● Stored data:
· · · ·
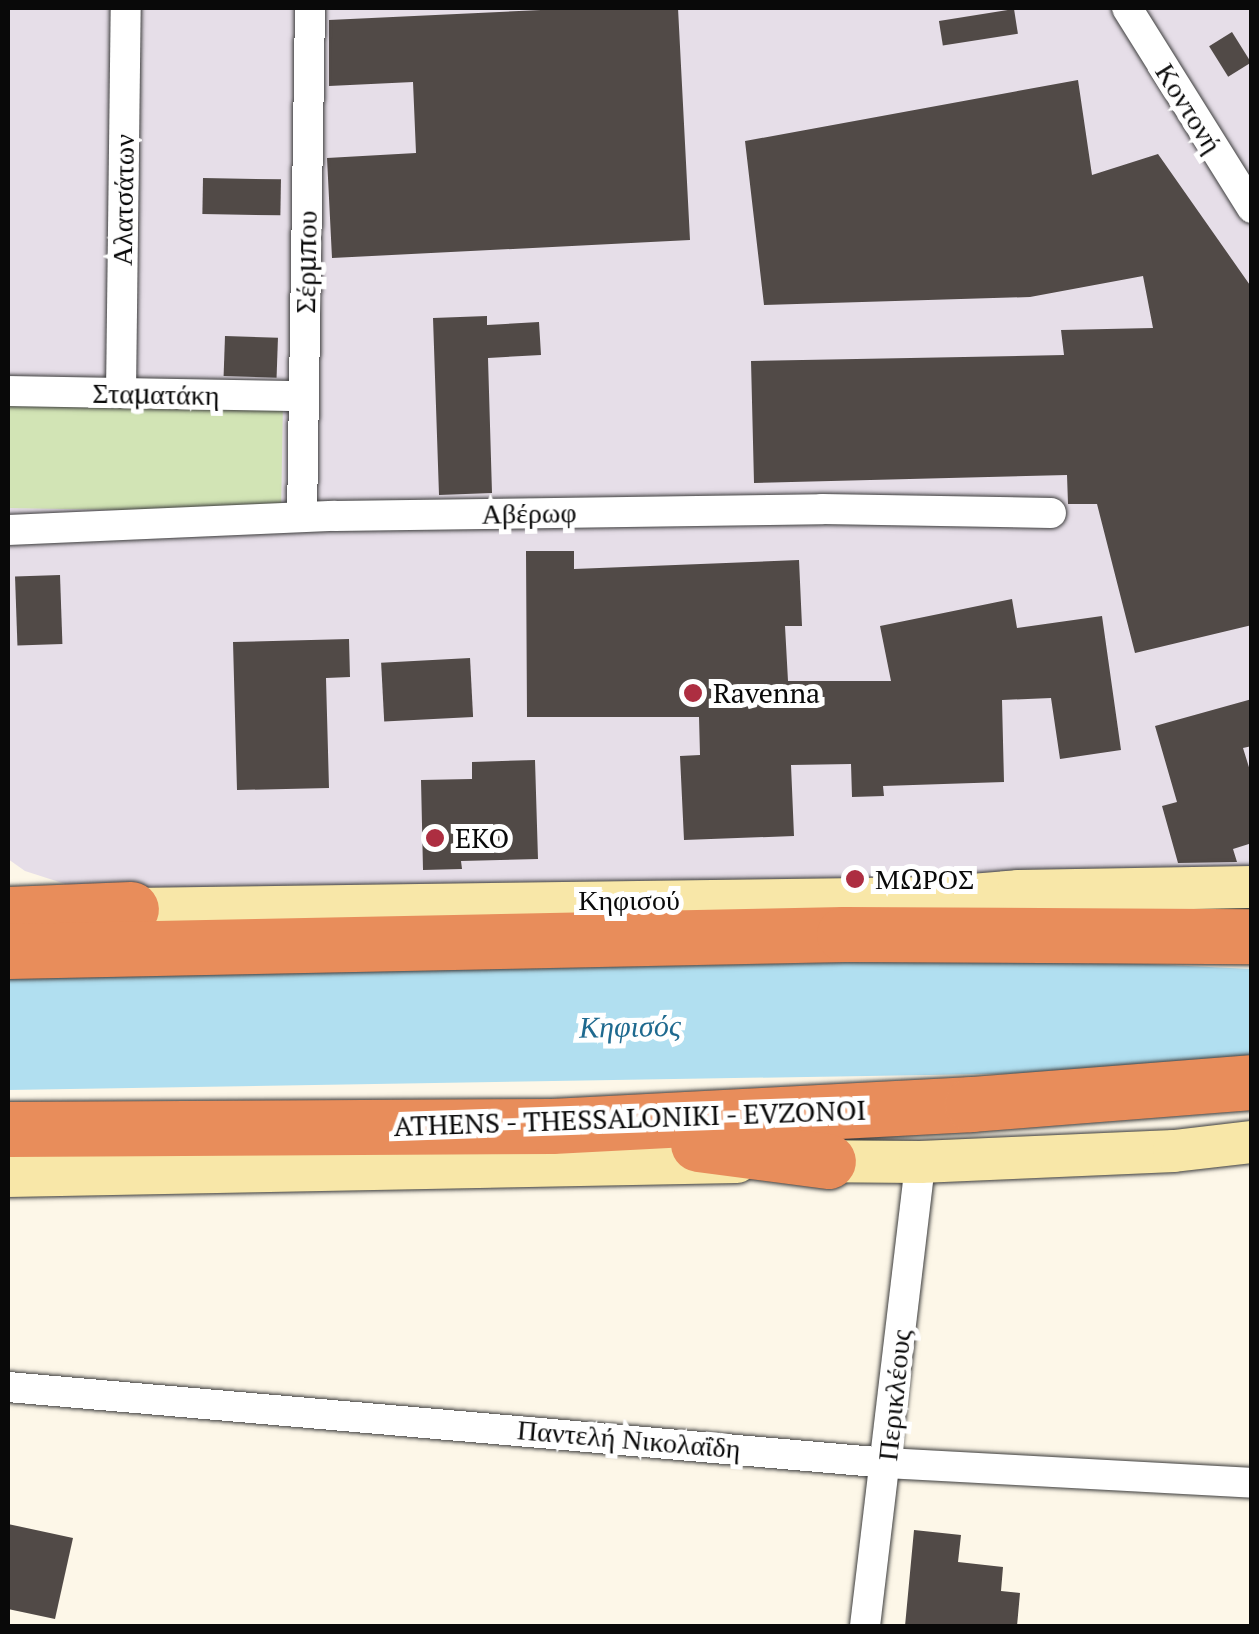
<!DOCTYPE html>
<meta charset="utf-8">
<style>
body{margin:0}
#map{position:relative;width:1259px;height:1634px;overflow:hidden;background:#fdf7e8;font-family:"PT Serif",serif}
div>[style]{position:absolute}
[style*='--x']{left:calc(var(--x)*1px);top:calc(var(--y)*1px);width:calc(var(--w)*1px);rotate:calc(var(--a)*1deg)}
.industrial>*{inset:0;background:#e6dee8}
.green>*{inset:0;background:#d2e4b5;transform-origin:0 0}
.water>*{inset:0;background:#b1dff0}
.building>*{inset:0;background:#514a47;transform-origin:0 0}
.roads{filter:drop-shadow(0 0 2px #3c3c3c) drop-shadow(0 0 2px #3c3c3c)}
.street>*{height:30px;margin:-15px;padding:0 15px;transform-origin:15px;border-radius:15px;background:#fff}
.secondary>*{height:42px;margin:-21px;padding:0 21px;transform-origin:21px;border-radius:21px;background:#f8e7a8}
.highway>*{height:55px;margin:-27.5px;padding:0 27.5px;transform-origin:27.5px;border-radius:27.5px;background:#e88d5b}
.dots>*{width:28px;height:28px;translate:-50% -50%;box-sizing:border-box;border:5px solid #fff;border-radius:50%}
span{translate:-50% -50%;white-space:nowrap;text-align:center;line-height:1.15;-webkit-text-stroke:10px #fff;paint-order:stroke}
.street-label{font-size:28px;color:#090909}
.poi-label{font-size:28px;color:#090909}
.left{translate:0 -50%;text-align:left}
.water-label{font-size:30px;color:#1f6a8f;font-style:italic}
.frame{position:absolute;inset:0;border:10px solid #090909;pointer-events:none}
</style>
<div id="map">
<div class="industrial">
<i style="clip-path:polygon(8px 8px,1251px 8px,1251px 878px,81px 889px,25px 871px,8px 859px)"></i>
</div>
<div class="green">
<i style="left:8px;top:398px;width:275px;height:110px;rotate:1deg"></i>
</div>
<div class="water">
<i style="clip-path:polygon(885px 962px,1104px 962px,1251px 969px,1251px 1057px,1106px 1072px,8px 1090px,8px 978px)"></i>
</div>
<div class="building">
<i style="clip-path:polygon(585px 8px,678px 8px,690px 240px,332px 258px,327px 158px,416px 153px,413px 82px,329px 86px,329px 20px)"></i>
<i style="left:1014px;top:9px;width:25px;height:76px;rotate:81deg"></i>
<i style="left:1232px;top:32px;width:36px;height:27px;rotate:58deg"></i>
<i style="clip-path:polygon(1078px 80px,1092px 175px,1158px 154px,1252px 288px,1252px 625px,1135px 653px,1097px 504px,1068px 504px,1067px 475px,754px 483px,751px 361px,1064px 355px,1061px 330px,1153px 328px,1143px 276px,1030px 297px,764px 305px,745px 141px)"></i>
<i style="left:203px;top:178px;width:78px;height:36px;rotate:1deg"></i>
<i style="clip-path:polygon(487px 316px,487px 325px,539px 322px,541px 355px,488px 358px,492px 493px,439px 495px,433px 318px)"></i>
<i style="left:225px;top:336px;width:53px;height:40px;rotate:2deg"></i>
<i style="clip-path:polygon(526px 551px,574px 551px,574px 569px,799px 560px,802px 626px,785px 626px,788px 681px,891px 681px,880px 626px,1012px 599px,1017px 628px,1102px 616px,1121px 750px,1060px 759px,1051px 698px,1002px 700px,1004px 782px,883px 786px,884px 796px,852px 797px,851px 764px,791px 765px,794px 836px,684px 840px,680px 756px,700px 755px,699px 717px,527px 717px)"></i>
<i style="left:60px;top:575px;width:69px;height:45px;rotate:88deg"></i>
<i style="clip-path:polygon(349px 639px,350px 677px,326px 678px,329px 788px,237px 790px,233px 642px)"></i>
<i style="left:470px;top:658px;width:59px;height:89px;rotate:87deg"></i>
<i style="clip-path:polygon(1252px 699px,1252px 746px,1243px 748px,1252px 777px,1252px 843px,1233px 849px,1237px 862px,1178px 863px,1162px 806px,1177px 802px,1155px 726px)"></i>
<i style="clip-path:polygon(535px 760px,538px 859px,461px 861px,462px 869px,423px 870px,421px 780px,472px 779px,472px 762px)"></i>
<i style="clip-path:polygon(8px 1524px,73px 1538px,55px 1619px,8px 1609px)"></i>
<i style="clip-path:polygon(914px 1530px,961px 1535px,958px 1562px,1003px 1567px,1001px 1591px,1020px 1593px,1017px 1626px,905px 1626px)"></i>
</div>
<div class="roads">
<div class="street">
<i style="--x:1127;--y:8;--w:236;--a:58"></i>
<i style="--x:8;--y:391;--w:296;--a:1"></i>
<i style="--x:121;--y:393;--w:385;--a:-89.3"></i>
<i style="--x:302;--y:517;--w:509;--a:-89.1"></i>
<i style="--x:8;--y:530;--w:327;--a:-2.5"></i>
<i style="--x:335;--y:516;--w:487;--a:-0.8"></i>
<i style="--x:822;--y:509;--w:229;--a:1"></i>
<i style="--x:8;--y:1387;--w:882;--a:4.94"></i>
<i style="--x:887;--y:1463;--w:366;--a:3.1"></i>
<i style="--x:865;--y:1626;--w:467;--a:-83.2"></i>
</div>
<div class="secondary">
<i style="--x:102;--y:905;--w:29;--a:8"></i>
<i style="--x:131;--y:909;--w:804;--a:-0.78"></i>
<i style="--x:935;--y:898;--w:83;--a:-4.8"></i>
<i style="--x:1018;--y:891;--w:234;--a:-1"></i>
<i style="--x:798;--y:1161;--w:122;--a:0.5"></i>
<i style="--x:920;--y:1162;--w:254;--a:-2.5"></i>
<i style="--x:1174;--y:1151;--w:79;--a:-6.6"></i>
<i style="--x:8;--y:1176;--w:729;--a:-1.1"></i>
</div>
<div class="highway">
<i style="--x:8;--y:914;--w:123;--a:-2.3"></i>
<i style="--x:8;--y:951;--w:836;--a:-1.16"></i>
<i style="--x:844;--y:934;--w:408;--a:0.3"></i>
<i style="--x:8;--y:1129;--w:544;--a:-0.32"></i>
<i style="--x:552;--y:1126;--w:421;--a:-3"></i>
<i style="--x:972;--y:1104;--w:281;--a:-4.5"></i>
<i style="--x:698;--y:1144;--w:131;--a:7.5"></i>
</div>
</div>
<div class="dots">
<i style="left:693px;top:693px;background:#ad2e41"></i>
<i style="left:435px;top:838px;background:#ad2e41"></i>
<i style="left:855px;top:879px;background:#ad2e41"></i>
</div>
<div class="street-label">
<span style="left:1189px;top:108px;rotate:58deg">Κοντονή</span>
<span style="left:123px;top:200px;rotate:-89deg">Αλατσάτων</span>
<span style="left:306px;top:262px;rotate:-89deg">Σέρμπου</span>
<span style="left:156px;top:394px;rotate:1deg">Σταματάκη</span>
<span style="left:529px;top:513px;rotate:-1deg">Αβέρωφ</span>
<span style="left:629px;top:900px">Κηφισού</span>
<span style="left:630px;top:1118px;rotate:-2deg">ATHENS - THESSALONIKI - EVZONOI</span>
<span style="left:894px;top:1395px;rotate:-84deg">Περικλέους</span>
<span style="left:629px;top:1439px;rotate:5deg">Παντελή Νικολαΐδη</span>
</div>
<div class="poi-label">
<span class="left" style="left:713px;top:693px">Ravenna</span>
<span class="left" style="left:455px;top:838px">EKO</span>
<span class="left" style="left:875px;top:879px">ΜΩΡΟΣ</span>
</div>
<div class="water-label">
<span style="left:630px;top:1026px;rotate:-1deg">Κηφισός</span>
</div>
<div class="frame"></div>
</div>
· · · ·
● TASK: Check how many lines in the entries contain "green", and reply with that number alone.

● SOLUTION: 2